Me: “And they’re always abandoned in the confectionary aisle?”

Trainer: “Yup.”

Me: “Why?”

Trainer: “Important life decisions are made in that aisle.”

A Reward As Sweet As Marshmallows

, , , , , | Right | CREDIT: rainystateguy | January 5, 2023

A couple of days ago, I was looking for bargains at our local [Grocery Store], a US chain that specializes in procuring overstock items, factory seconds, and closeout items from name brands and private-label suppliers.

I love shopping there, as one never knows what might be available on any given day, and the prices are usually much lower than what the items originally sold for.

My concentration was broken, though, when I heard a thud and the sound of falling merchandise at the end of the aisle I was shopping in. I looked up to see a woman about the same age as me (in her seventies) who had accidentally clipped a cardboard display with her cart, knocking it over and scattering bags of marshmallows down the aisle. The woman looked shocked.
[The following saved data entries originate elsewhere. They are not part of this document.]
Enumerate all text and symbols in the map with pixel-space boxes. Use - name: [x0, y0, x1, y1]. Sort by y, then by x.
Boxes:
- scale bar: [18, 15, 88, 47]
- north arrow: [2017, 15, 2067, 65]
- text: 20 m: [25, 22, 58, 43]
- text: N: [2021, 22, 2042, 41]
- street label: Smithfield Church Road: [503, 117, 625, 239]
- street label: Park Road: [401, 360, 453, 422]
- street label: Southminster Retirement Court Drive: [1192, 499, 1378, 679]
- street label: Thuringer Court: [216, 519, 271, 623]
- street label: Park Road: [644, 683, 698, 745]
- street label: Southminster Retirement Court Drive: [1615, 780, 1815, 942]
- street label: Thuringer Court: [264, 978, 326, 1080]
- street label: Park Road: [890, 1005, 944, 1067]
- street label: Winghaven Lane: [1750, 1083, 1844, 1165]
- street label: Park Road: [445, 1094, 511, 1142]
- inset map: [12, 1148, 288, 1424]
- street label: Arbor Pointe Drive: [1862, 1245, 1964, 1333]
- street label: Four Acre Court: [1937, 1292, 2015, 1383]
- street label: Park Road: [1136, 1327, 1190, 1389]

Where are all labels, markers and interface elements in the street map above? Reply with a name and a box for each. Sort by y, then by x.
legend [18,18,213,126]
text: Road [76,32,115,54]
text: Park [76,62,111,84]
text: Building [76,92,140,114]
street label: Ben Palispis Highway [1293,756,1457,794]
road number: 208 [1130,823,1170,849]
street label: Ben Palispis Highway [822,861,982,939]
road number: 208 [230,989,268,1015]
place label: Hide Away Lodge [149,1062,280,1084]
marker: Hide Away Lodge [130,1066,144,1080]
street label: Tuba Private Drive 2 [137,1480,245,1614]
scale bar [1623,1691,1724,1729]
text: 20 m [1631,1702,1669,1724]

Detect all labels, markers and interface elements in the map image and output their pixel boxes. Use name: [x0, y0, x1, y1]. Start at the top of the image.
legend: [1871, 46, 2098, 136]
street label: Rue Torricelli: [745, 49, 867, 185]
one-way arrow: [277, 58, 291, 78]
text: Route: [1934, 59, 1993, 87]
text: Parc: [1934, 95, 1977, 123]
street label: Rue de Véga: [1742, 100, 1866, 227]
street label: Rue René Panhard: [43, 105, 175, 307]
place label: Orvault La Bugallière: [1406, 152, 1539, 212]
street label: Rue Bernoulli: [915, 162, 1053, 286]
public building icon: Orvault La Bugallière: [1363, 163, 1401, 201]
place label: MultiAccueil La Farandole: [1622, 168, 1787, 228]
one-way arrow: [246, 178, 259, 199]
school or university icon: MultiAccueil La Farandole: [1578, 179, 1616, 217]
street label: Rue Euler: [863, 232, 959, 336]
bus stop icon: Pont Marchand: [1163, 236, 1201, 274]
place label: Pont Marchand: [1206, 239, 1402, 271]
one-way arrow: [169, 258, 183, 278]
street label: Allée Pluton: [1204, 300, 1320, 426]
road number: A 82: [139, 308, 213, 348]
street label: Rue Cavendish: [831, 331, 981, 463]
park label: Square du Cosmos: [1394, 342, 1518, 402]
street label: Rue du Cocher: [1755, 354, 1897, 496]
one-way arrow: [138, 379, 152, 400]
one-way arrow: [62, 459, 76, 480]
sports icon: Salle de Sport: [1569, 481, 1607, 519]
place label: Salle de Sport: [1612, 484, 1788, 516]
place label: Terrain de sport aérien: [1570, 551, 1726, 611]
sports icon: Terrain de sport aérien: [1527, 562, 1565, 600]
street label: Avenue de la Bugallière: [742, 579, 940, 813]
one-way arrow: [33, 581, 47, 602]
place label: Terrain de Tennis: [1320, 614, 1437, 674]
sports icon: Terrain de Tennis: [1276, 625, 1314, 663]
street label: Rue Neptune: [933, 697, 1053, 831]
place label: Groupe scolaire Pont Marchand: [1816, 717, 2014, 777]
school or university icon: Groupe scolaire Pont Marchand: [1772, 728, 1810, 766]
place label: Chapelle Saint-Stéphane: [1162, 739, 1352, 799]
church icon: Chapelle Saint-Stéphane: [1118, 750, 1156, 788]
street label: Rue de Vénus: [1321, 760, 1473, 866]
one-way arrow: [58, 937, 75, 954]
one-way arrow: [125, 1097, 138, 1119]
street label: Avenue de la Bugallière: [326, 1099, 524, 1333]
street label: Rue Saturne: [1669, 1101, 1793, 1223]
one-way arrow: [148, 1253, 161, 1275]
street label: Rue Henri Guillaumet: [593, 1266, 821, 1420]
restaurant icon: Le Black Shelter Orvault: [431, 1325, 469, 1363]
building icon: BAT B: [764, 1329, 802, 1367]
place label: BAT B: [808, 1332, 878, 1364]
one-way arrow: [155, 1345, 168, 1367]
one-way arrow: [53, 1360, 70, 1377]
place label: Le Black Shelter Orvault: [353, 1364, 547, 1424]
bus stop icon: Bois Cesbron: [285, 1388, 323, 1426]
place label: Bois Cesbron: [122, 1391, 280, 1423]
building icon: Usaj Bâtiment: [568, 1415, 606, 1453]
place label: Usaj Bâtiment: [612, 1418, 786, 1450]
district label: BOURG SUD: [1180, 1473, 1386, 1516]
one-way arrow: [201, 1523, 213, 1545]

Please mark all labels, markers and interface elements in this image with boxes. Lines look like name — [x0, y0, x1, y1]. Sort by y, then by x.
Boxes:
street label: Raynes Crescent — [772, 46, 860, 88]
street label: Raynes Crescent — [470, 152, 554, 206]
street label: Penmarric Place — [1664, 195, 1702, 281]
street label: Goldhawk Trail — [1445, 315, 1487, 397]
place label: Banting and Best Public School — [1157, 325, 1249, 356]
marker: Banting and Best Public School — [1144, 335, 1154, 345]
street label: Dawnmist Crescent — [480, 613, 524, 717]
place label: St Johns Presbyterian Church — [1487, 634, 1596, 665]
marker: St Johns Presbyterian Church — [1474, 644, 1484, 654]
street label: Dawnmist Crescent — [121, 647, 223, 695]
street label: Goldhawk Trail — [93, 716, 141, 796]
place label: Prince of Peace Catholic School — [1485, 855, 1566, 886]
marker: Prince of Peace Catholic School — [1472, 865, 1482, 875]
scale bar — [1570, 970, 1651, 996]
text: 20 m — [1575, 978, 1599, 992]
Me: “Here, let me help you with that.”

I stood the display back up, and she and I corralled all the escaped bags of puffy goodness and stacked them back up like they had been. It only took us a couple of minutes. When we were done we exchanged, “Have a good day,” smiled at each other, and went our respective ways.

I didn’t think any more of it. I finished shopping and found myself standing at the back of one of the long, busy checkout lines behind several other shoppers with full carts.

Suddenly, a clerk appeared at my elbow and indicated that I should bring my cart and follow her over to one of the closed registers, where she motioned me to unload my cart. “Cool,” I thought. “They are opening up another register.” So, I went to grab the “This Lane Is Closed” sign to hand it to her.

Employee: “No, just leave that there”.

It was then that the light bulb came on in my brain. They were temporarily opening up a register just for me. This VIP treatment had to be the store’s way of thanking me for helping that lady.

That was just so cool. It still puts a smile on this old face.

Stupid Questions Can Come Twenty-Four Hours A Day

, , , , | Right | January 5, 2023

I am working a night shift at a twenty-four-hour grocery store. At this time of night, I am not known for my patience with stupid questions.

Customer: “Why are they making you work at 3:00 am?”

Me: “Why are you shopping at 3:00 am?”